GIVEN DATA:
┄┄┄┄┄┄┄┄┄┄

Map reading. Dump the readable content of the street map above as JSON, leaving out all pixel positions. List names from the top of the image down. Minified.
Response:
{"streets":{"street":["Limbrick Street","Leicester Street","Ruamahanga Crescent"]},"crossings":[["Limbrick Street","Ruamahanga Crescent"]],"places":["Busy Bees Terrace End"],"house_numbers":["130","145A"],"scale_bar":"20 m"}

┄┄┄┄┄┄┄┄┄┄

ACTIVITY:
Everything in the material above should be output exactly.

TASK RESULT:
Map reading. Dump the readable content of the street map above as JSON, leaving out all pixel positions. List names from the top of the image down. Minified.
Response:
{"streets":{"street":["Limbrick Street","Leicester Street","Ruamahanga Crescent"]},"crossings":[["Limbrick Street","Ruamahanga Crescent"]],"places":["Busy Bees Terrace End"],"house_numbers":["130","145A"],"scale_bar":"20 m"}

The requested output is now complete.